Dataset records

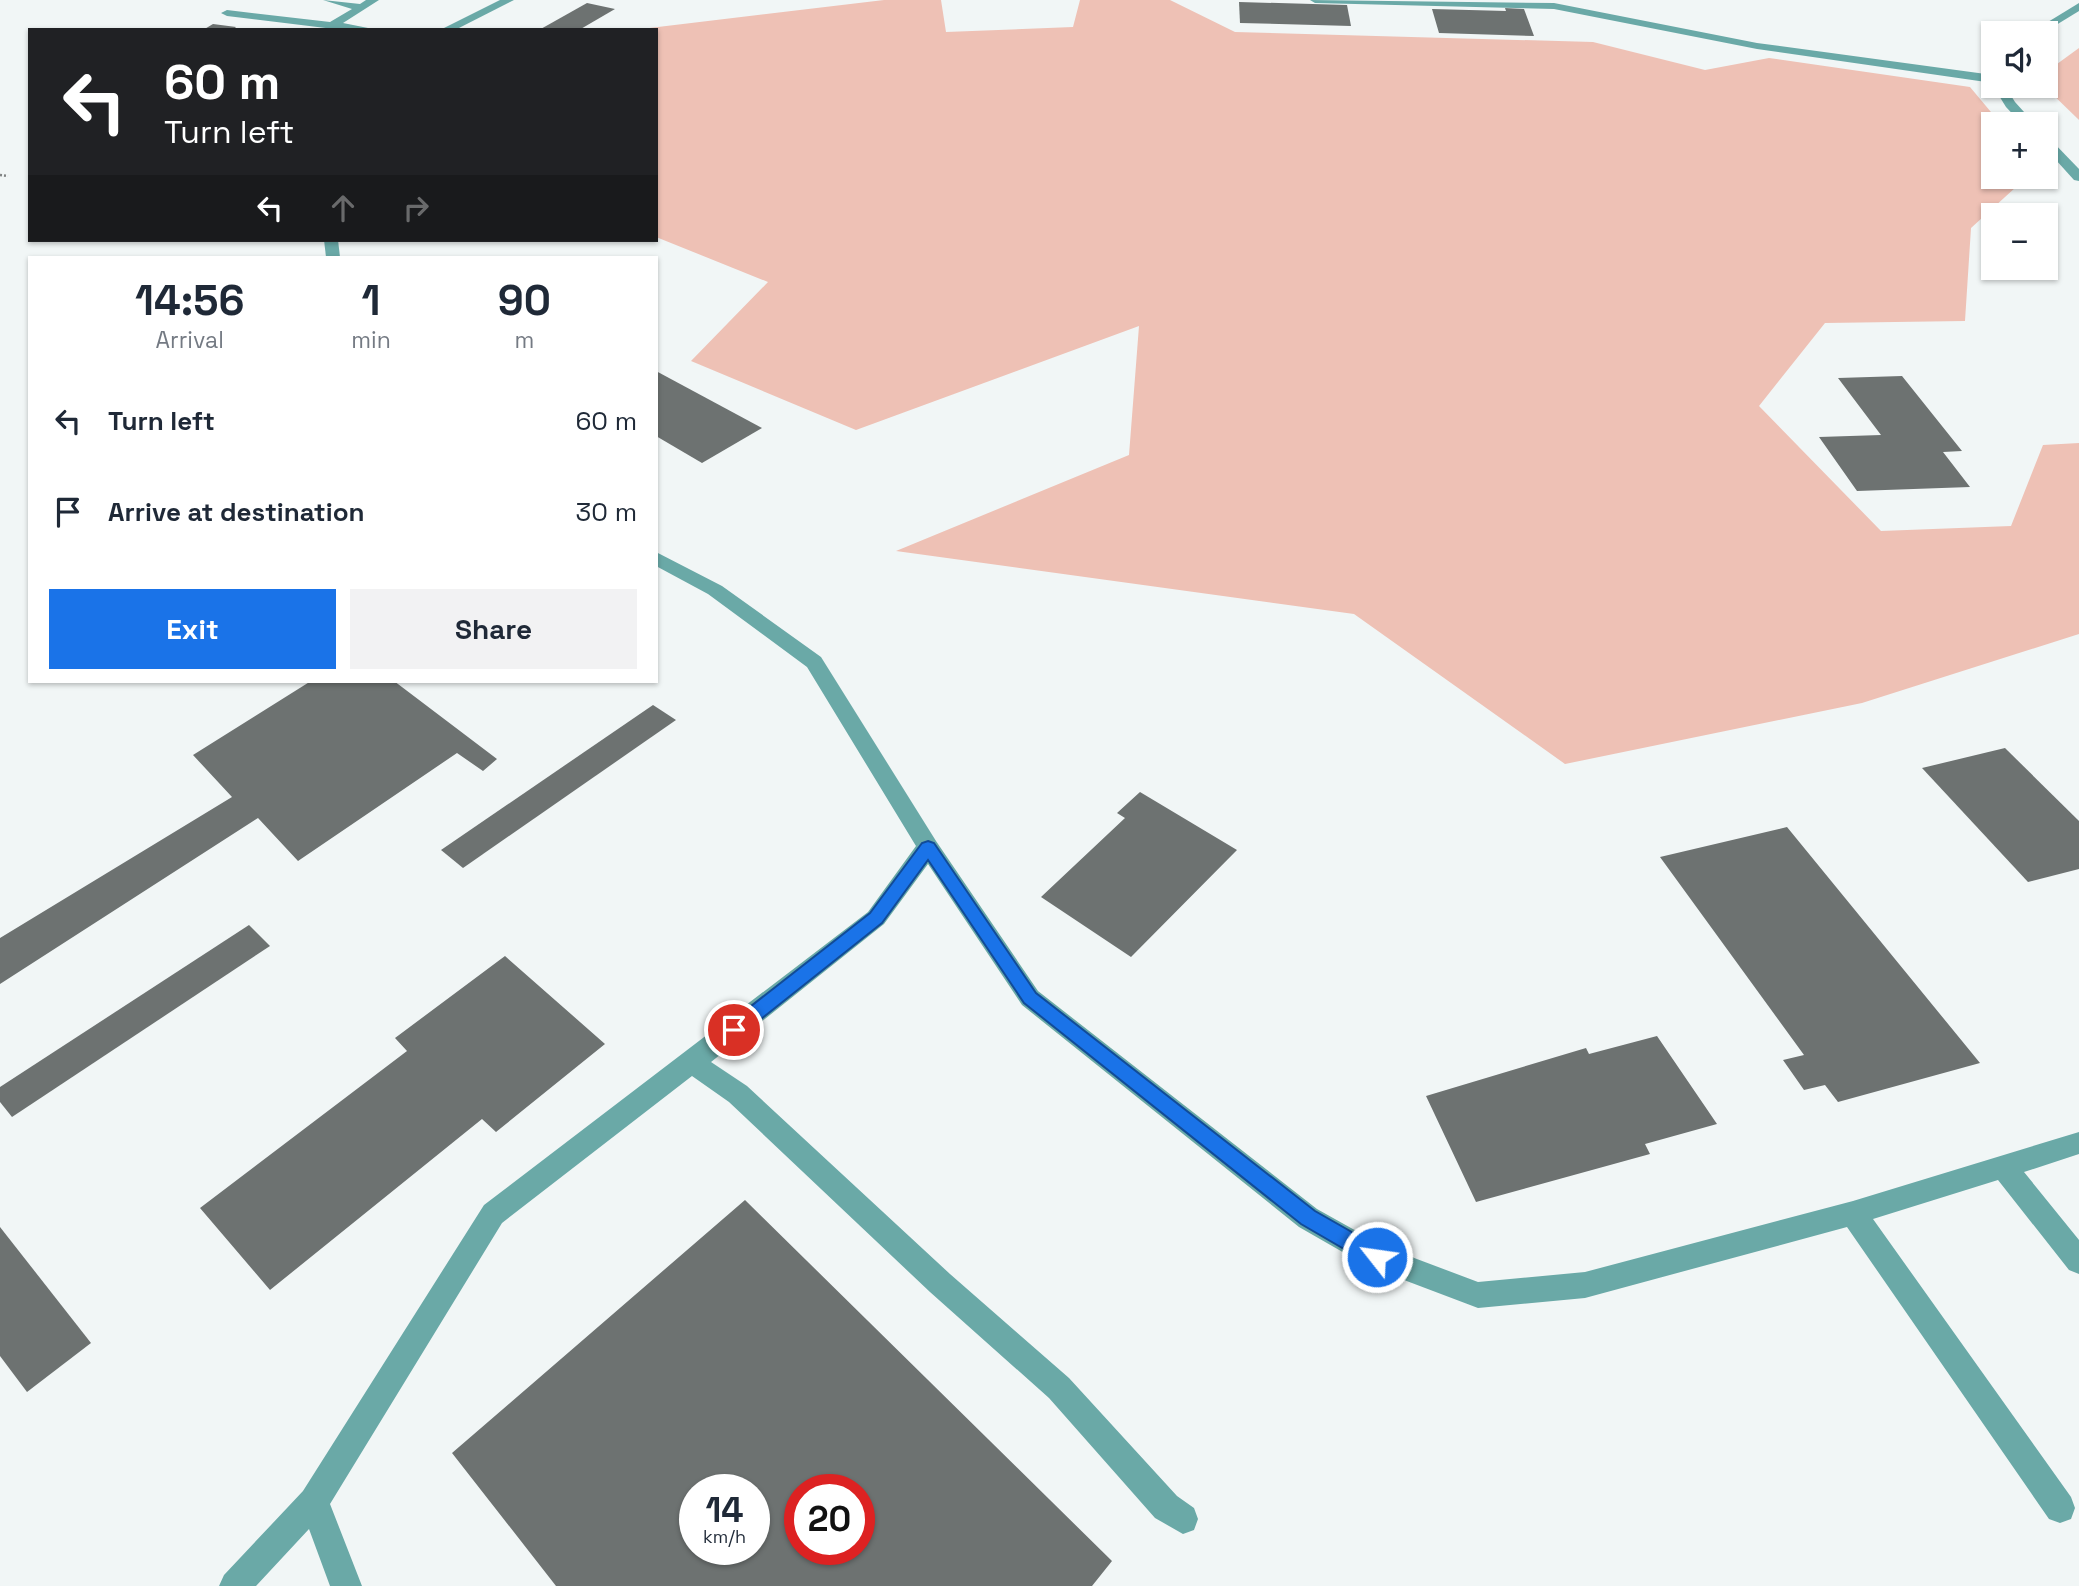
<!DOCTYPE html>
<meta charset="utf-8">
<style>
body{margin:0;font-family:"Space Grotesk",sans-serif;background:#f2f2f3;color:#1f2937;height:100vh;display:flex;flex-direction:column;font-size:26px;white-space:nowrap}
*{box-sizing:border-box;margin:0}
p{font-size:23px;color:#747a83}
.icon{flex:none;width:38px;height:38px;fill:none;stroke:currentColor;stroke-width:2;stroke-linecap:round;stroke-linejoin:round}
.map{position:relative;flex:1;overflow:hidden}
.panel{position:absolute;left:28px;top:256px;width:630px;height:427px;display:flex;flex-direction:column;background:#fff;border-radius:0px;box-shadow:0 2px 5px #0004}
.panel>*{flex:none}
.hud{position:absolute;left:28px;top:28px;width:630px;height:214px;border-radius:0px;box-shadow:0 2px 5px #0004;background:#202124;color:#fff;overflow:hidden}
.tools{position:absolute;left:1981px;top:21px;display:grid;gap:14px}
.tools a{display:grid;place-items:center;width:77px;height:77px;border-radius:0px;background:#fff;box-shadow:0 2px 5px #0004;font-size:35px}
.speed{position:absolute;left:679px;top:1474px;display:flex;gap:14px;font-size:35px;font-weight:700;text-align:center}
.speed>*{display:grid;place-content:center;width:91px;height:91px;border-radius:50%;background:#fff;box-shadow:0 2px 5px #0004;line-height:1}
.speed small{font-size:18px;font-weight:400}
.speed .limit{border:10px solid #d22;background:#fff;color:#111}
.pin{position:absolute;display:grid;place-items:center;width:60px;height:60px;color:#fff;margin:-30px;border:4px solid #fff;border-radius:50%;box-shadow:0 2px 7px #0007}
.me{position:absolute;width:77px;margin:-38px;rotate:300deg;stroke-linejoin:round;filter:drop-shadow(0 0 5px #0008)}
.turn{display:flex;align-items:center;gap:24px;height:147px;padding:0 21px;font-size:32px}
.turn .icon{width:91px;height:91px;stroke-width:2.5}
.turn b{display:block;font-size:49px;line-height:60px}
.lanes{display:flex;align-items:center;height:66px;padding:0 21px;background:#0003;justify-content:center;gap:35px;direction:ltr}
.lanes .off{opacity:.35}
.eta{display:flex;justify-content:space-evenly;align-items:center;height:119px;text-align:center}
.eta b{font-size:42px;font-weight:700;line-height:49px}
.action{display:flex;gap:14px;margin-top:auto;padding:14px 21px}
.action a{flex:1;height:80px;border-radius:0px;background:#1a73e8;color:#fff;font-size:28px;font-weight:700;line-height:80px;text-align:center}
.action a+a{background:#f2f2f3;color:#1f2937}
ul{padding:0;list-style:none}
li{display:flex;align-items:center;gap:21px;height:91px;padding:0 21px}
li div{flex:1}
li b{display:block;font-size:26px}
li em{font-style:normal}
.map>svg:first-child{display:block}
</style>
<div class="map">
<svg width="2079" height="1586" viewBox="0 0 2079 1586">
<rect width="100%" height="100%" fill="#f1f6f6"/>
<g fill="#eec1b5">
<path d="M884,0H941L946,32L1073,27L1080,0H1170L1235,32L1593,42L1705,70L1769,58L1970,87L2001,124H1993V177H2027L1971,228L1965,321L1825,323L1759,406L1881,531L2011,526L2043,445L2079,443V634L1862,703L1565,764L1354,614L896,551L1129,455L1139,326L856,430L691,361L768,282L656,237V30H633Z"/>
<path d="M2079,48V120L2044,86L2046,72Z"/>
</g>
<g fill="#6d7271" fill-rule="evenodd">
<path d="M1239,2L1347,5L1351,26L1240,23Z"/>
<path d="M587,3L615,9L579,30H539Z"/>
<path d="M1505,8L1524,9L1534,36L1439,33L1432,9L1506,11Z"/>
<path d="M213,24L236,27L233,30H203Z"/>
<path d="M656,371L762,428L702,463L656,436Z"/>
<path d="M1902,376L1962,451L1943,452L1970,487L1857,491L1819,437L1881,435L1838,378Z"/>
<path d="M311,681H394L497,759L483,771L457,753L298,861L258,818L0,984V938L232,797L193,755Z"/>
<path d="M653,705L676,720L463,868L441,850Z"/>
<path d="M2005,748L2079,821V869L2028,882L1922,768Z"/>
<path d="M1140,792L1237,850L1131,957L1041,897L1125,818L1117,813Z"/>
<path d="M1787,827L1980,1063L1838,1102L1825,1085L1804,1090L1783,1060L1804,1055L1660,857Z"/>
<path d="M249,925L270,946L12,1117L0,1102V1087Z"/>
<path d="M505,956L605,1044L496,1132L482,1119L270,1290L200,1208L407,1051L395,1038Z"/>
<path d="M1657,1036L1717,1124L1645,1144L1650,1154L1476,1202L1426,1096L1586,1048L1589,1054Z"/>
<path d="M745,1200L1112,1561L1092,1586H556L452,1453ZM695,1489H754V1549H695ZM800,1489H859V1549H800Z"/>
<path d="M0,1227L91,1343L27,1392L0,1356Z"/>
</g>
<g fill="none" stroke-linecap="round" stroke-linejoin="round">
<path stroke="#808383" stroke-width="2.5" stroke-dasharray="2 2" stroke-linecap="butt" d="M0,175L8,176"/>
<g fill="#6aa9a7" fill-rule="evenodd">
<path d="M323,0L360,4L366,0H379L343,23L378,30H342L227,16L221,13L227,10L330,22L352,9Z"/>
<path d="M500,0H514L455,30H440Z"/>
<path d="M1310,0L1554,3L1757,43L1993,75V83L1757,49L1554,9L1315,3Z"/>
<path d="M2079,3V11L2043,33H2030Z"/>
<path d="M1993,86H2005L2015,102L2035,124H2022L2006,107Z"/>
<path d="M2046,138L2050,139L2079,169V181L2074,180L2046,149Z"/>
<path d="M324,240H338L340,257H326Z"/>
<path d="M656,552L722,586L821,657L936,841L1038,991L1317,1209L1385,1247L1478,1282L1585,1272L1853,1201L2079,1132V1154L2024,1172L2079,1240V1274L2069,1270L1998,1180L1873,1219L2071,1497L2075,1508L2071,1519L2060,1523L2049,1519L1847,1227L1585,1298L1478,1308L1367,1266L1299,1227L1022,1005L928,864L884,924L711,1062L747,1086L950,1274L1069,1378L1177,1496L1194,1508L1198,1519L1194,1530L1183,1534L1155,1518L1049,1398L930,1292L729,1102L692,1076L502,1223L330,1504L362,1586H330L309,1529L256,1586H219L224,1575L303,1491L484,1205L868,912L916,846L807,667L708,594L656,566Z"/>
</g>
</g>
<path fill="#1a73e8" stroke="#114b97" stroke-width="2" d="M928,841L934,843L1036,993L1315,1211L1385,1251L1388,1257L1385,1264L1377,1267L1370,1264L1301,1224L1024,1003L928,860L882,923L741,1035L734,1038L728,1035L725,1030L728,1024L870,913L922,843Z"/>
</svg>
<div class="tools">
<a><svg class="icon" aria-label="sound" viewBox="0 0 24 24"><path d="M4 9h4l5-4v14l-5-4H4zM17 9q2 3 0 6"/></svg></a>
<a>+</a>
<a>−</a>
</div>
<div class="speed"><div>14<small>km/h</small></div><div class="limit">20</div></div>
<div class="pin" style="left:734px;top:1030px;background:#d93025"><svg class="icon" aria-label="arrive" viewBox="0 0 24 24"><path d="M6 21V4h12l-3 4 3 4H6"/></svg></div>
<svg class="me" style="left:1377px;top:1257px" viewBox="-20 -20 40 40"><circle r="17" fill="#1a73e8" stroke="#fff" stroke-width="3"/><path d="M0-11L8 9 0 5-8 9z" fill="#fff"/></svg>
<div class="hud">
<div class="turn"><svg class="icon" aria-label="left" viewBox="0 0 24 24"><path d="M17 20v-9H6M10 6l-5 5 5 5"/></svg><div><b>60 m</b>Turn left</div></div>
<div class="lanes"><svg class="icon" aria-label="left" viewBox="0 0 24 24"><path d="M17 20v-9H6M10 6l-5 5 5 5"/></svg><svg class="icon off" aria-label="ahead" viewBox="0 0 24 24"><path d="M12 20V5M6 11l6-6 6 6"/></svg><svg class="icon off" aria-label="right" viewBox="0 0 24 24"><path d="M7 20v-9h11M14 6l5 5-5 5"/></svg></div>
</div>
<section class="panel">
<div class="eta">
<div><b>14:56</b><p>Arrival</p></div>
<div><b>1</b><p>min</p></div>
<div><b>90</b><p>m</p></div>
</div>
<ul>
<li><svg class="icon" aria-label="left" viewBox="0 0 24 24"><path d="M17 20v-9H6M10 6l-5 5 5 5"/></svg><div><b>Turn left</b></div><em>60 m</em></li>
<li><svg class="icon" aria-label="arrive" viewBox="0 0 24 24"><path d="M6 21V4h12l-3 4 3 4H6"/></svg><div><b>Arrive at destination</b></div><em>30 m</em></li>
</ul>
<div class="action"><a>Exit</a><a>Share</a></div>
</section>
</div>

Aim of the exercise
Set down the lines above exactly as written. Begin at the line containing "<div><b>90</b><p>m</p></div>" and stop after the last line.

Result for this task
<div><b>90</b><p>m</p></div>
</div>
<ul>
<li><svg class="icon" aria-label="left" viewBox="0 0 24 24"><path d="M17 20v-9H6M10 6l-5 5 5 5"/></svg><div><b>Turn left</b></div><em>60 m</em></li>
<li><svg class="icon" aria-label="arrive" viewBox="0 0 24 24"><path d="M6 21V4h12l-3 4 3 4H6"/></svg><div><b>Arrive at destination</b></div><em>30 m</em></li>
</ul>
<div class="action"><a>Exit</a><a>Share</a></div>
</section>
</div>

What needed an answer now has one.